From: Alexey Kardashevskiy <aik@ozlabs.ru>
To: Gavin Shan <gwshan@linux.vnet.ibm.com>, linuxppc-dev@lists.ozlabs.org
Cc: bhelgaas@google.com, linux-pci@vger.kernel.org
Subject: Re: [PATCH v4 03/21] powerpc/powernv: M64 support improvement
Date: Sat, 09 May 2015 20:24:14 +1000 [thread overview]
Message-ID: <554DE04E.8080900@ozlabs.ru> (raw)
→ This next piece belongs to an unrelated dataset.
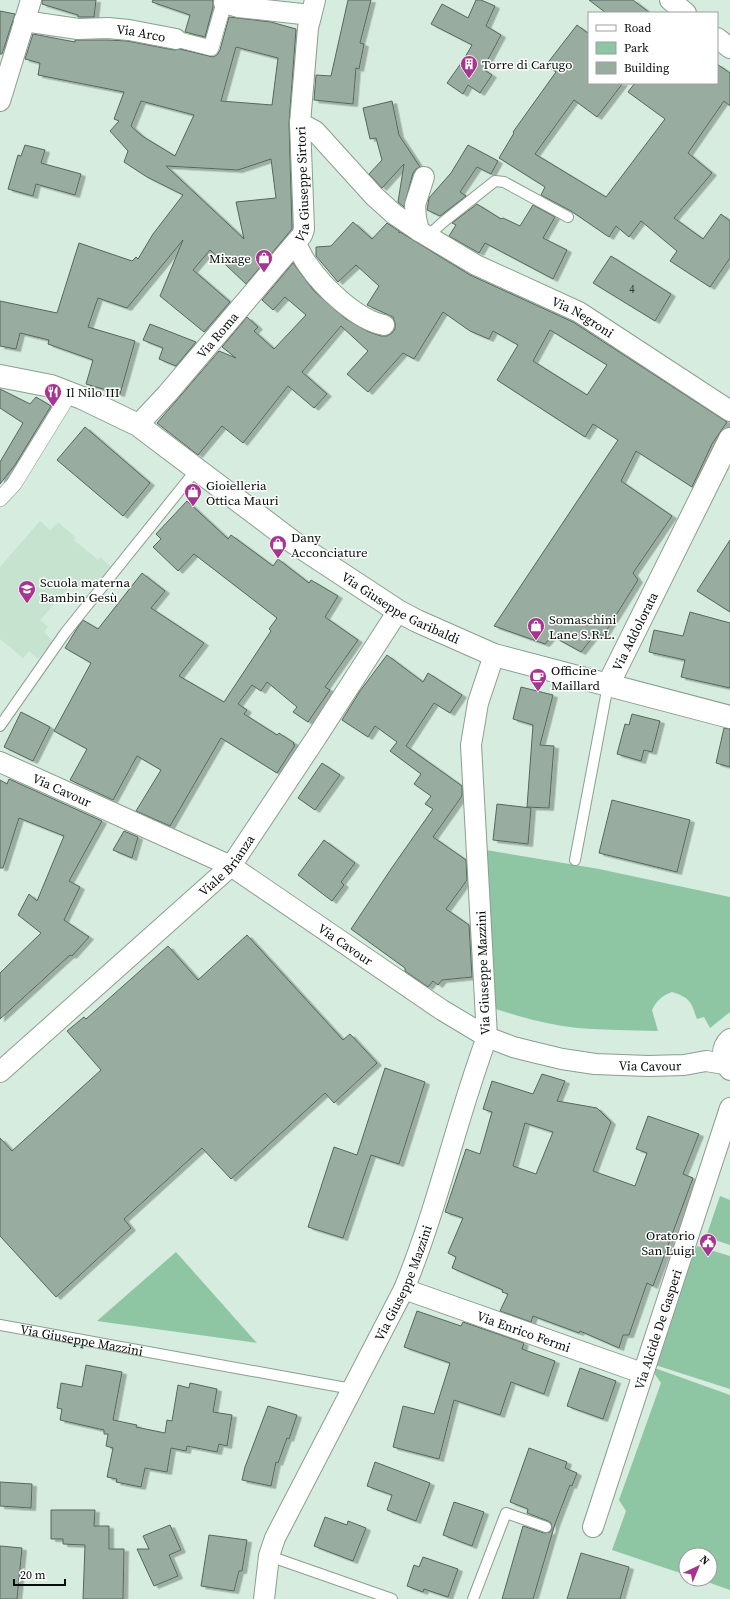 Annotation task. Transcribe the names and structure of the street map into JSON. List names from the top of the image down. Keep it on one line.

In-Reply-To: <1430460188-31343-4-git-send-email-gwshan@linux.vnet.ibm.com>
On 05/01/2015 04:02 PM, Gavin Shan wrote:
> We're having the hardware or enforced (on P7IOC) limitation: M64
I would think if it is enforced, then it is enforced by hardware but you
say "hardware OR enforced" :)
> segment#x can only be assigned to PE#x. IO and M32 segment can be
> mapped to arbitrary PE# via IODT and M32DT. It means the PE number
> should be x if M64 segment#x has been assigned to the PE. Also, each
> PE own one M64 segment at most. Currently, we are reserving PE#
> according to root port's M64 window. It won't be reliable once we
> extend M64 windows of root port, or the upstream port of the PCIE
> switch behind root port to PHB's M64 window, in order to support
> PCI hotplug in future.
>
> The patch reserves PE# for M64 segments according to the M64 resources
> of the PCI devices (not bridges) contained in the PE. Besides, it's
> always worthy to trace the M64 segments consumed by the PE, which can
> be released at PCI unplugging time.
>
> Signed-off-by: Gavin Shan <gwshan@linux.vnet.ibm.com>
> ---
> arch/powerpc/platforms/powernv/pci-ioda.c | 190 ++++++++++++++++++------------
> arch/powerpc/platforms/powernv/pci.h | 10 +-
> 2 files changed, 122 insertions(+), 78 deletions(-)
>
> diff --git a/arch/powerpc/platforms/powernv/pci-ioda.c b/arch/powerpc/platforms/powernv/pci-ioda.c
> index 646962f..a994882 100644
> --- a/arch/powerpc/platforms/powernv/pci-ioda.c
> +++ b/arch/powerpc/platforms/powernv/pci-ioda.c
> @@ -283,28 +283,78 @@ fail:
> return -EIO;
> }
>
> -static void pnv_ioda_reserve_m64_pe(struct pnv_phb *phb)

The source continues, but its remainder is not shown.